Just bad wording from me, trying to combine too much information in 1 sentence. The auxiliary loss is supposed to prevent dead latents from occuring in the first place - therefore "prevent dead latents" - and it is also supposed to revive the latents that are already dead - therefore "revive dead latents".

Now that I review that sentence again I see that I used 2 verbs on the same subject that could be interpreted differently depending on the verb. Me culpa. I hope you still gained some insights into it =)

imranhou 3 days ago | parent [-]

Thanks for sharing! It is certainly interesting to me who is not in the mainstream, I'm sure your intended audience understood what you were saying.

versteegen 3 days ago | parent | prev [-]

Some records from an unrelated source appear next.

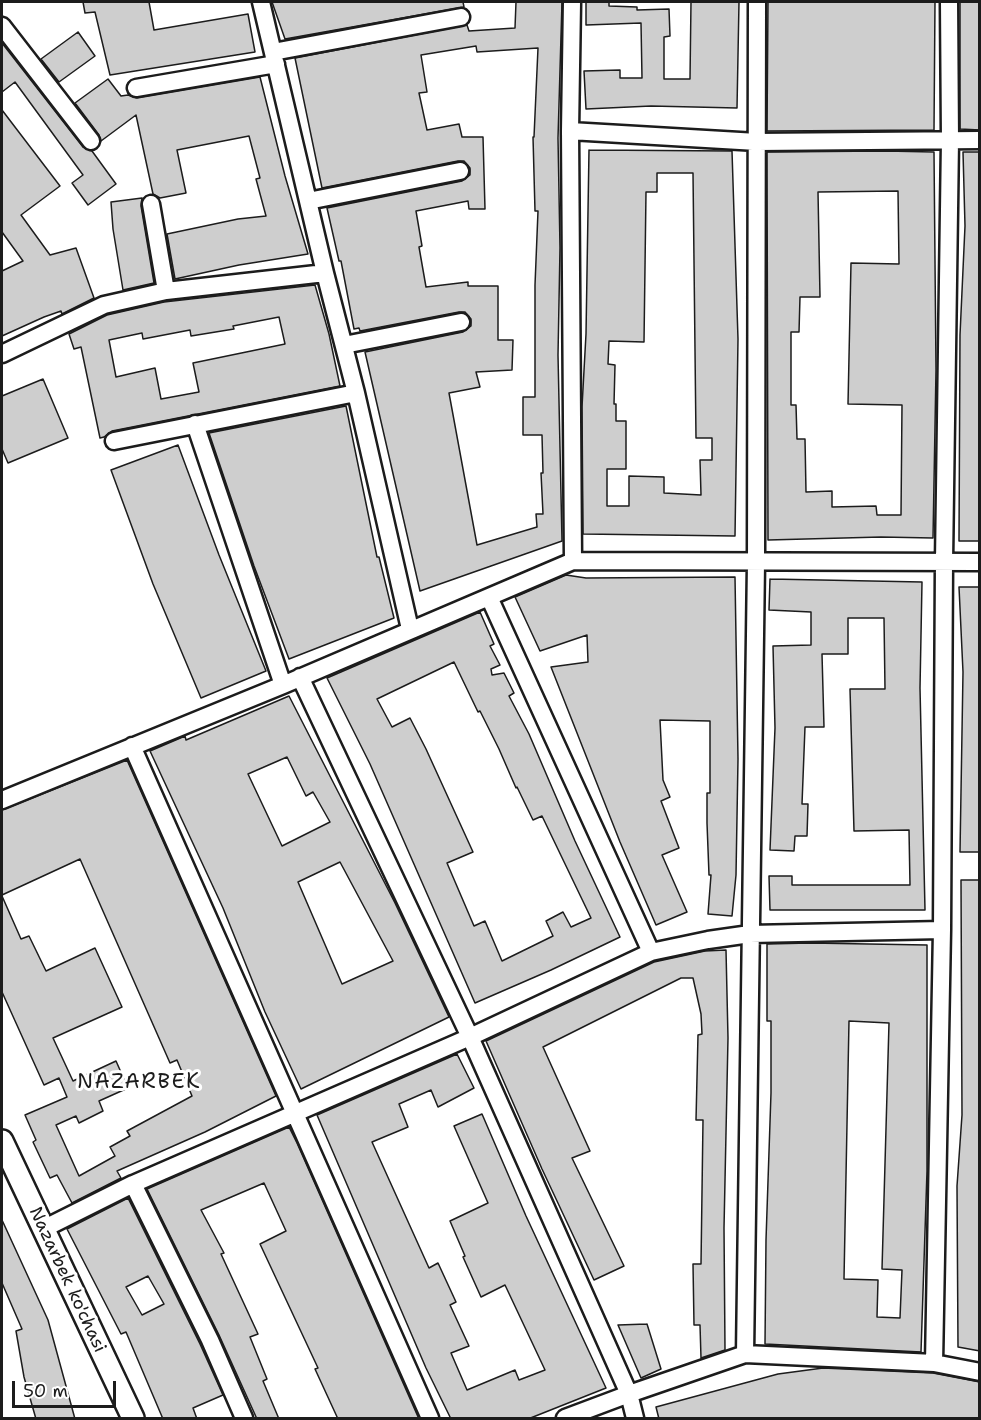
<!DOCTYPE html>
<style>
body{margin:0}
#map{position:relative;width:981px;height:1420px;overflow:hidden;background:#fff;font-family:"Shantell Sans",sans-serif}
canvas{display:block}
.frame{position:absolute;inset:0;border:3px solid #1c1c1c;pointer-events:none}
.scale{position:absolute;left:12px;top:1381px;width:104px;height:27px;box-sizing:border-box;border:3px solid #1c1c1c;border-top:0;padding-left:8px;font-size:18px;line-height:21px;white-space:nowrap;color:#1c1c1c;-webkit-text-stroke:4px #fff;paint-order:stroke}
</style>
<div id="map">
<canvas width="981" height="1420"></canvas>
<div class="frame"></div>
<div class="scale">50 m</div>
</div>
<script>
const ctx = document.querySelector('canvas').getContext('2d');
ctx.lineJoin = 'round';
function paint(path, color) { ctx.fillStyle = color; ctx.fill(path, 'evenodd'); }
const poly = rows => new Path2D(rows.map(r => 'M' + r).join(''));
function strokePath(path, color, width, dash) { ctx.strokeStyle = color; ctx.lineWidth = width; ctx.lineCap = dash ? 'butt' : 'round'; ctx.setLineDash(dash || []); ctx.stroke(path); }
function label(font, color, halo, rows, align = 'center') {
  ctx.font = font + ' "Shantell Sans",sans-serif'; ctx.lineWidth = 6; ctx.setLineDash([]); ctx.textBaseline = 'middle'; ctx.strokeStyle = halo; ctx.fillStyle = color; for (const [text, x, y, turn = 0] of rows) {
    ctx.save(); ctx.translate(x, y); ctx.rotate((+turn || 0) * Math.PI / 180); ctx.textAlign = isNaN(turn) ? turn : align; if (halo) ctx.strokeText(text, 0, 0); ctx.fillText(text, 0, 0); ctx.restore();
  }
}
const building = poly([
 [83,2,149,2,154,30,248,14,255,52,110,75,95,12,85,13,83,2],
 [272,2,463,2,464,7,285,39,272,2],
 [516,2,562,2,558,138,560,248,558,355,562,541,420,591,365,352,463,332,471,326,471,319,465,312,459,312,360,331,359,328,354,329,341,261,339,261,327,208,462,181,470,175,470,168,464,161,458,161,322,188,295,58,467,25,469,31,515,28,516,2],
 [476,46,477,52,538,48,534,137,533,137,535,211,538,211,535,285,535,397,523,397,523,435,542,435,543,473,541,473,543,514,536,514,537,527,477,545,449,393,480,387,476,372,512,370,513,340,498,340,498,286,468,286,468,282,426,287,419,247,422,246,416,211,468,201,469,209,485,209,483,137,462,137,459,124,427,130,419,93,427,92,421,55,476,46],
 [586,2,609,2,609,6,637,7,637,10,669,9,670,36,664,37,664,79,690,79,691,2,739,2,737,108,651,106,586,109,584,71,620,70,620,78,642,78,641,23,586,25,586,2],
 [768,2,935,2,934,130,767,131,768,2],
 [960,2,980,2,980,130,960,129,960,2],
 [78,32,95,56,59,82,41,59,78,32],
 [2,43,83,147,92,151,116,184,88,205,72,183,83,175,15,82,2,92,2,43],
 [260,77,285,176,308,254,239,265,175,279,167,234,238,219,266,216,256,179,260,178,249,136,177,150,186,193,160,198,153,194,136,115,101,141,99,135,75,103,108,79,121,96,128,95,137,98,260,77],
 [2,110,60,186,21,215,50,255,76,248,94,298,62,314,61,311,44,317,2,336,2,271,23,261,2,232,2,110],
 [589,150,732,151,738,339,735,536,583,534,582,407,586,334,589,150],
 [657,173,693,173,696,438,712,438,712,460,700,460,701,495,664,493,664,477,629,476,629,506,607,506,607,469,626,469,626,421,616,421,616,404,614,404,615,365,608,364,609,341,644,342,646,192,657,192,657,173],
 [885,151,934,152,936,370,933,538,881,537,768,540,767,152,885,151],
 [898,191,899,264,851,263,848,404,902,405,901,515,877,515,876,506,832,507,832,491,806,492,805,439,797,439,796,405,791,405,791,332,799,332,800,297,820,297,818,192,898,191],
 [963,152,980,152,980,541,959,541,960,335,965,226,963,152],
 [142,198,141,206,154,283,123,290,113,229,111,202,142,198],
 [315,285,329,334,340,386,112,431,104,437,100,438,81,347,74,349,69,334,107,315,164,302,315,285],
 [279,317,285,344,193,363,199,392,161,399,155,368,116,377,109,340,142,333,143,339,190,330,191,336,234,329,233,326,279,317],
 [43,379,68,438,8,463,2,449,2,396,43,379],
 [346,406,377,557,379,557,394,618,289,659,254,566,209,433,346,406],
 [178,445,219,555,266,671,201,698,153,584,111,470,178,445],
 [566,575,586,578,735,577,738,759,736,875,732,916,708,914,711,875,709,875,707,823,707,793,710,793,710,721,660,720,663,780,670,797,661,801,679,848,662,855,687,912,656,925,620,842,551,667,588,662,587,635,540,651,515,597,566,575],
 [770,579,922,582,920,688,925,910,770,910,769,876,792,876,792,885,910,885,909,830,854,831,850,689,885,689,884,618,848,618,848,654,822,654,824,727,805,727,802,804,808,804,807,836,795,836,794,851,770,850,775,728,773,646,811,645,811,612,769,610,770,579],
 [959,587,980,587,980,852,960,852,963,672,959,587],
 [480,612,494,644,490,646,500,665,491,669,492,675,504,673,514,693,509,696,529,734,575,841,620,937,551,970,475,1003,370,764,327,678,480,612],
 [454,662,478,712,480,711,499,749,516,788,517,787,533,820,542,816,591,918,571,927,563,912,546,921,553,936,502,961,485,921,474,926,447,863,473,852,426,749,410,718,392,727,377,699,454,662],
 [289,696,395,903,449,1017,301,1089,265,1012,223,908,150,751,185,736,186,740,289,696],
 [287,757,306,796,313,792,330,822,282,846,248,774,287,757],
 [340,862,393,961,342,984,298,882,340,862],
 [127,760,276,1096,205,1132,117,1171,121,1178,72,1203,57,1175,50,1178,33,1142,36,1140,25,1115,67,1097,59,1078,44,1085,2,992,2,896,21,939,29,936,46,971,95,948,122,1007,53,1038,73,1081,116,1061,128,1088,99,1101,103,1111,79,1123,76,1116,56,1125,79,1176,115,1156,110,1147,130,1136,127,1131,192,1096,177,1060,170,1063,80,859,2,895,2,810,127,760],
 [961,880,980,880,980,1351,958,1347,957,1186,962,1115,961,880],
 [810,943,927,945,927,1171,921,1352,765,1344,766,1240,771,1093,771,1021,767,1021,767,944,810,943],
 [849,1021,889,1023,882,1269,902,1270,900,1318,877,1317,878,1280,844,1279,849,1021],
 [726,950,728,1038,724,1228,725,1350,701,1358,700,1325,694,1325,693,1264,701,1264,703,1120,696,1120,698,1035,702,1034,701,1014,693,978,681,978,543,1047,590,1151,572,1158,624,1266,594,1280,542,1169,486,1041,654,962,705,951,726,950],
 [457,1054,474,1088,438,1107,431,1090,399,1104,408,1127,372,1142,429,1268,438,1263,456,1302,450,1305,469,1346,451,1353,467,1390,515,1370,519,1380,545,1370,505,1285,481,1297,463,1257,465,1256,450,1221,488,1203,454,1126,482,1114,526,1216,606,1388,528,1419,451,1419,426,1368,317,1115,457,1054],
 [289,1127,297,1143,419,1419,338,1419,315,1369,318,1368,260,1244,286,1231,264,1183,201,1210,224,1253,221,1254,258,1334,250,1337,267,1379,263,1381,279,1419,257,1419,219,1335,147,1189,289,1127],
 [128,1198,200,1344,223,1395,193,1408,197,1419,163,1419,126,1332,121,1334,67,1229,128,1198],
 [148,1276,164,1304,142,1315,126,1287,148,1276],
 [2,1220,48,1320,75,1419,36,1419,24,1377,16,1331,22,1329,2,1283,2,1220],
 [647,1324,661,1369,641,1378,618,1325,647,1324],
 [823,1368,933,1373,980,1382,980,1419,659,1419,656,1407,778,1374,823,1368]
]);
paint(building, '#cecece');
strokePath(building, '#1c1c1c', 1.5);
const minor = poly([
 [261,2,325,273,356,393,410,629],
 [572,2,570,131,573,561],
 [2,26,91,141],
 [273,52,461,17],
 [136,88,276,64],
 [570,131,757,142,980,140],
 [308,201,460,171],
 [151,204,166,291],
 [344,345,461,322],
 [2,354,104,305,166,291,325,273],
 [195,424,283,685],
 [114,441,356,393],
 [489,597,651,952],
 [300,677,470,1037,629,1394,635,1418],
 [132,746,430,1418],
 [2,800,283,685,573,561,980,562],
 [133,1184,210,1340,244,1418],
 [43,1229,133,1184,470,1037,651,952,708,940,750,934,942,930],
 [745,1354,756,563,757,2],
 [934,1363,942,930,944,561,950,140,949,2],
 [565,1418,629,1394,745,1354,934,1363,980,1372]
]);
const major = poly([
 [2,1141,133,1418]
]);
strokePath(minor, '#1c1c1c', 21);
strokePath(major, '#1c1c1c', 26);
strokePath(minor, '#fff', 16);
strokePath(major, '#fff', 21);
label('18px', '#1c1c1c', '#fff', [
 ["Nazarbek ko'chasi",67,1280,65]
]);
ctx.letterSpacing = '1.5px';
label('21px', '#1c1c1c', '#fff', [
 ["NAZARBEK",139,1083]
]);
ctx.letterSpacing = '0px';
</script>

A latent that is never active and hence doesn't (seem to) represent anything. A loss term to reduce the occurrence of that, and if it does happen, push it back to being active sometimes.

imranhou 3 days ago | parent [-]

So basically preventing dead latents from occurring and whenever they do occur to possibly reviving them through the use of auxiliary loss term in the loss function? Thanks btw

dontknowit a day ago | parent [-]

I imagine this kind of algorithm are like a derivative, they give a unit response, so you would need another filter to stabilize your system, that is some drop out to remove spurious revived latents.